Definitions

from The American Heritage® Dictionary of the English Language, 5th Edition.

  • noun Proficiency, facility, or dexterity that is acquired or developed through training or experience.
  • noun A developed talent or ability.
  • noun An art, trade, or technique, particularly one requiring use of the hands or body.
  • noun Obsolete A reason; a cause.

from The Century Dictionary.

  • To set apart; separate.
  • Hence, to discern; have knowledge or understanding (to); know how: usually with an infinitive.
  • To have perception or comprehension; have understanding; discern: followed by of or on.
  • To have personal and practical knowledge (of); be versed or practised; hence, to be expert or dexterous: commonly followed by of.
  • To make difference; signify; matter: used impersonally, and generally with a negative.
  • noun The discriminating or reasoning faculty; the mind.
  • noun Discriminative power; discernment; understanding; reason; wit.
  • noun Reasonableness; propriety; rightness; justice; proper course; wise measure; also, rightful claim; right.
  • noun Reasoning; argument; proof; also, cause; reason.
  • noun Practical knowledge and ability; power of action or execution; readiness and excellence in applying wisdom or science to practical ends; expertness; dexterity.
  • noun A particular power, ability, or art; a gift or attainment; an accomplishment.
  • noun That for which one is specially qualified; one's forte.
  • noun Synonyms Facility, knack. See adroit.
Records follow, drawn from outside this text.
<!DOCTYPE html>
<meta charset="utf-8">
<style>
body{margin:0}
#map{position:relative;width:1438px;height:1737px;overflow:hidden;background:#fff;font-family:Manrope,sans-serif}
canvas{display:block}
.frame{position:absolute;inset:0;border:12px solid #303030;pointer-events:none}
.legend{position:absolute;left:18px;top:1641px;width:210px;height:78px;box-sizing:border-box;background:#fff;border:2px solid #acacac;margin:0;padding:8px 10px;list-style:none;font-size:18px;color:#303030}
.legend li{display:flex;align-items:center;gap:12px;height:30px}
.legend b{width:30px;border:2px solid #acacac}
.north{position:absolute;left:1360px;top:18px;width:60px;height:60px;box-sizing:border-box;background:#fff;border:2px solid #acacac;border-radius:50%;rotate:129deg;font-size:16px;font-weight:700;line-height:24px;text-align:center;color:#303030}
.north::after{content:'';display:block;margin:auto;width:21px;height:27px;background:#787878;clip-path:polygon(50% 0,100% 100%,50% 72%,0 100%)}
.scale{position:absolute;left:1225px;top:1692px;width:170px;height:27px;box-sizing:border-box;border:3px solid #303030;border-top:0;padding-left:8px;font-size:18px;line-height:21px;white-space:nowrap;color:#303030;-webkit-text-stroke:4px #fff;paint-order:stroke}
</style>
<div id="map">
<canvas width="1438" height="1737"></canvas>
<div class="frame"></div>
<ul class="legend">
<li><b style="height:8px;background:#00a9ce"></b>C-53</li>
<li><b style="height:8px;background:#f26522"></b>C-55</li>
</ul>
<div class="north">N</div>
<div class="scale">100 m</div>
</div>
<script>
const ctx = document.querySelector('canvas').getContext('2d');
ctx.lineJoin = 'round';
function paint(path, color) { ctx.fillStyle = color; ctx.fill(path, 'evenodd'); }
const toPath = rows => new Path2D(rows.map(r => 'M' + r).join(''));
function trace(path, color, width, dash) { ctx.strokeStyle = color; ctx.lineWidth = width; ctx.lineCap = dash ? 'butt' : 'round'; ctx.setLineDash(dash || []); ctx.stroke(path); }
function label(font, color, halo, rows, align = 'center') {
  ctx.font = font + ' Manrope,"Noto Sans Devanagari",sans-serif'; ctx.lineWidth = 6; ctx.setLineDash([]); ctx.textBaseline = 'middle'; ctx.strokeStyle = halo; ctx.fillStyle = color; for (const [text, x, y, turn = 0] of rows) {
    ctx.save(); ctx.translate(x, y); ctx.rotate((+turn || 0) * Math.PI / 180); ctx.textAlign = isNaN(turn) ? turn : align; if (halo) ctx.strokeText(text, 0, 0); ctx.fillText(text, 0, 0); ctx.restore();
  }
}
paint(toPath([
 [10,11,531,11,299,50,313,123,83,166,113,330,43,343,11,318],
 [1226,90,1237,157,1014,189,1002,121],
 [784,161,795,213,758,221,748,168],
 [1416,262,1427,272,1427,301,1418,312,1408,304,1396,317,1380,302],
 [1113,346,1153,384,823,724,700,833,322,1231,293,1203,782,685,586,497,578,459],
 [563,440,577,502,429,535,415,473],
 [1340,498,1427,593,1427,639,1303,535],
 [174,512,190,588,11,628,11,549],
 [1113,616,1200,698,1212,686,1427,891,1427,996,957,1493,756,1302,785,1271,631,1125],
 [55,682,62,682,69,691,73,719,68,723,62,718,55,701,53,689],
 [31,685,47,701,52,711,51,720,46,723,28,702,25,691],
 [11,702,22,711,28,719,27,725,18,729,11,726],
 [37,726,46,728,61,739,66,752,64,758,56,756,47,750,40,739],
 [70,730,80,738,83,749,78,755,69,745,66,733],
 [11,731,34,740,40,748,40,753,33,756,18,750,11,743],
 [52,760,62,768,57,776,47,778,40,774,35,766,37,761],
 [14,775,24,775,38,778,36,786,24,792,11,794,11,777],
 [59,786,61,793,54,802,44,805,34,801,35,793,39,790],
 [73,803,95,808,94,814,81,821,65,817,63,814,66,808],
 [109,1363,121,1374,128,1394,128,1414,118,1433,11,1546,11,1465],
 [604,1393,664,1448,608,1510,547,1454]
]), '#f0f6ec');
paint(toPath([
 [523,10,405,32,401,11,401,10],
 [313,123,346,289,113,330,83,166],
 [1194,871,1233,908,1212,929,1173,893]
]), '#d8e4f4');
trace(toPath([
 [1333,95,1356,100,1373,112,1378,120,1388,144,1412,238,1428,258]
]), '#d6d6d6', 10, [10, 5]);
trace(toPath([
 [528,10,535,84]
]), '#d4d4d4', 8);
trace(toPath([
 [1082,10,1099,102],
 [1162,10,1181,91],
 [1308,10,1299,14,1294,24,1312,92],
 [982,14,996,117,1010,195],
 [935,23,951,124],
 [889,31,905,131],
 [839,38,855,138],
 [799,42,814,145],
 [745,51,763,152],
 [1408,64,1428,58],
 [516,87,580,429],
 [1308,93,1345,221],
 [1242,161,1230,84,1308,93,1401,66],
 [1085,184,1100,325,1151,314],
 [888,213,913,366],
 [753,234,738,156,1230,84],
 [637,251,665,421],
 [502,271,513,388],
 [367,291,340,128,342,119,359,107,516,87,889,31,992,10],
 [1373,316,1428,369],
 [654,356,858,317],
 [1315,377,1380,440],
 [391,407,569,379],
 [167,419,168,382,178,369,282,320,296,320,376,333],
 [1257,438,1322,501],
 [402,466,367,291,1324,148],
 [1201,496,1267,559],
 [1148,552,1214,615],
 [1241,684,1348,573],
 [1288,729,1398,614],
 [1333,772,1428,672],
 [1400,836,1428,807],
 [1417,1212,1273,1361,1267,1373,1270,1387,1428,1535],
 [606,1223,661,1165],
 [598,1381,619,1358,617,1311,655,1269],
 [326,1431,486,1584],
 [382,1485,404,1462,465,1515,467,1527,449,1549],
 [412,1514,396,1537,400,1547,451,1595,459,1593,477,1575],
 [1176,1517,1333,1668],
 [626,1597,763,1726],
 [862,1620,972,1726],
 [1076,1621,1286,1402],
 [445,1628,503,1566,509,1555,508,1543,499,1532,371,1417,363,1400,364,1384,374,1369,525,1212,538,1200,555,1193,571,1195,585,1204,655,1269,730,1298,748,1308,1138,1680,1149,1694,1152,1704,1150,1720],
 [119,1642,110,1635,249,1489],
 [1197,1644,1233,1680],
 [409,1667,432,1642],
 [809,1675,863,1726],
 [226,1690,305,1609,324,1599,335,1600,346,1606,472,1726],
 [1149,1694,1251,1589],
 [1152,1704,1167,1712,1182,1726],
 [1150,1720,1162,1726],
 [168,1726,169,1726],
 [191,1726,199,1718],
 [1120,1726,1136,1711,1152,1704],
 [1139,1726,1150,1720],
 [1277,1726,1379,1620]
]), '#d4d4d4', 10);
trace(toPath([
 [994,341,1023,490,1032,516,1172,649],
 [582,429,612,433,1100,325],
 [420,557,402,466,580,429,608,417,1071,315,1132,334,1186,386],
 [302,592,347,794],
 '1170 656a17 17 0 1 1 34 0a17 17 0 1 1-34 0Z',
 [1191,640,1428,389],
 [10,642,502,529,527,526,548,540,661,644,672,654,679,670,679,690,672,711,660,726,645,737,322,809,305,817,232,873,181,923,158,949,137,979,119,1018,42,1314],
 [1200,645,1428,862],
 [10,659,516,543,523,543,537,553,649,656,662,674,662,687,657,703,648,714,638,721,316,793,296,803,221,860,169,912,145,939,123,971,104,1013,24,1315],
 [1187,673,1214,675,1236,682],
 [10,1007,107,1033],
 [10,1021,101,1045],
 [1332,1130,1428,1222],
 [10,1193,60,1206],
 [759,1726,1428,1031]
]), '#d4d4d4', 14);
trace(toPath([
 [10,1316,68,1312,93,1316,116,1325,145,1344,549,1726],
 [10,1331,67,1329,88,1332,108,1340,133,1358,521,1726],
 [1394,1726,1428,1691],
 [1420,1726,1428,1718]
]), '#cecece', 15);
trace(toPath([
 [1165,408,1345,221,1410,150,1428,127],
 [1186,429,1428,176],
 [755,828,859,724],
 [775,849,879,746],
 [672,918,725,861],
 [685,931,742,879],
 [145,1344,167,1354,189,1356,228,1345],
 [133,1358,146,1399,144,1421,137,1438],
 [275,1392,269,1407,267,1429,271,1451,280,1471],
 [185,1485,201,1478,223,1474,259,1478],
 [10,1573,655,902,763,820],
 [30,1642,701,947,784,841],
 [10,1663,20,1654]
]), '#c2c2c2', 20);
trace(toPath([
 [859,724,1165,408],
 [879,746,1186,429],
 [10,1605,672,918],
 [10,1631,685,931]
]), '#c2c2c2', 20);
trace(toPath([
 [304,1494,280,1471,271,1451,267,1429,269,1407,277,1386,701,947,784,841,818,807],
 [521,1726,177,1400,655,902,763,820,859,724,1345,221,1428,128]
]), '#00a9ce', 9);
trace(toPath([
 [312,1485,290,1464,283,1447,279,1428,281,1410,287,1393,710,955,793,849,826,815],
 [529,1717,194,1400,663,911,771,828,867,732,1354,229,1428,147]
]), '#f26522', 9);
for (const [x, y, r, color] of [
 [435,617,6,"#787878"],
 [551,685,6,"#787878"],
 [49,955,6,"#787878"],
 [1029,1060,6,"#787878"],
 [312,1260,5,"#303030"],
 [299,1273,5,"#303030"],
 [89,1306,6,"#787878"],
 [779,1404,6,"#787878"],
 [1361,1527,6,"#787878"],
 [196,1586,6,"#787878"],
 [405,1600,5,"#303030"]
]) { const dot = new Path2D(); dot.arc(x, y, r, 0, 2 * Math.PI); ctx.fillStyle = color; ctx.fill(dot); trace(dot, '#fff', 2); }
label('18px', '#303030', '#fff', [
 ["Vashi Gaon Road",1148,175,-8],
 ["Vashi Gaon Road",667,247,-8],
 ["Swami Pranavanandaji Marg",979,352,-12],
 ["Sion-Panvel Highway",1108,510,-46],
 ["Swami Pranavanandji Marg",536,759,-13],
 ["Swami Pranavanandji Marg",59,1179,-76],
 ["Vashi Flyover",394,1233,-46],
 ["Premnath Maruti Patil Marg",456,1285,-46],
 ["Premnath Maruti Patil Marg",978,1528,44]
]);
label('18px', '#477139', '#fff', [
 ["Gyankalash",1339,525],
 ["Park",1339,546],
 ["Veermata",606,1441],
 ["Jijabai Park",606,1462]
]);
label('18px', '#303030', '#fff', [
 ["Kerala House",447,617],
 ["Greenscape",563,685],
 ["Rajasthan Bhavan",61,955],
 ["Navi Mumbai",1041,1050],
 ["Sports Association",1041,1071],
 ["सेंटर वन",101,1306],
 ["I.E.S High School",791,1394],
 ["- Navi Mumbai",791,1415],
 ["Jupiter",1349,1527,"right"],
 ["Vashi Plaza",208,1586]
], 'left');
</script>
from the GNU version of the Collaborative International Dictionary of English.

  • transitive verb obsolete To know; to understand.
  • noun obsolete Discrimination; judgment; propriety; reason; cause.
  • noun obsolescent Knowledge; understanding.
  • noun The familiar knowledge of any art or science, united with readiness and dexterity in execution or performance, or in the application of the art or science to practical purposes; power to discern and execute; ability to perceive and perform; expertness; aptitude
  • noun obsolete Display of art; exercise of ability; contrivance; address.
  • noun obsolete Any particular art.
  • intransitive verb obsolete To be knowing; to have understanding; to be dexterous in performance.
  • intransitive verb To make a difference; to signify; to matter; -- used impersonally.

from Wiktionary, Creative Commons Attribution/Share-Alike License.

  • noun Capacity to do something well; technique, ability. Skills are usually acquired or learned, as opposed to abilities, which are often thought of as innate.
  • adjective UK, slang great, excellent
  • verb transitive To set apart; separate.
  • verb transitive To discern; have knowledge or understanding; to know how (to).
  • verb intransitive To have knowledge or comprehension; discern.
  • verb intransitive To have personal or practical knowledge of; be versed or practised; be expert or dextrous.
  • verb intransitive, archaic To make a difference; signify; matter.

from WordNet 3.0 Copyright 2006 by Princeton University. All rights reserved.

  • noun an ability that has been acquired by training
  • noun ability to produce solutions in some problem domain

Etymologies

from The American Heritage® Dictionary of the English Language, 4th Edition

[Middle English skil, from Old Norse, discernment; see skel- in Indo-European roots.]

from Wiktionary, Creative Commons Attribution/Share-Alike License

From Middle English skill, skille (also schil, schile), from Old English *scile and Old Norse skil ("a distinction, discernment, knowledge"), from Proto-Germanic *skilin (“separation, limit”), from Proto-Indo-European *(s)kalǝ-, *(s)kelǝ- (“to split, cut”). Cognate with Danish skel ("a separation, boundary, divide"), Swedish skäl ("reason"), Dutch verschil ("difference").Dutch schillen (verb) ("to sperate the outer layer (schil) from the product").

from Wiktionary, Creative Commons Attribution/Share-Alike License

From Middle English skilen (also schillen), partly from Old English scylian, scielian ("to separate, part, divide off"); and partly from Old Norse skilja ("to divide, separate"); both from Proto-Germanic *skilōnan, *skiljanan (“to divide, limit”), from Proto-Indo-European *(s)kalǝ-, *(s)kelǝ- (“to split, cut”). Cognate with Danish skille ("to separate, discard"), Swedish skilja ("to distinguish, differentiate, part"), Icelandic skilja ("to understand"), Dutch schelen ("to make a difference").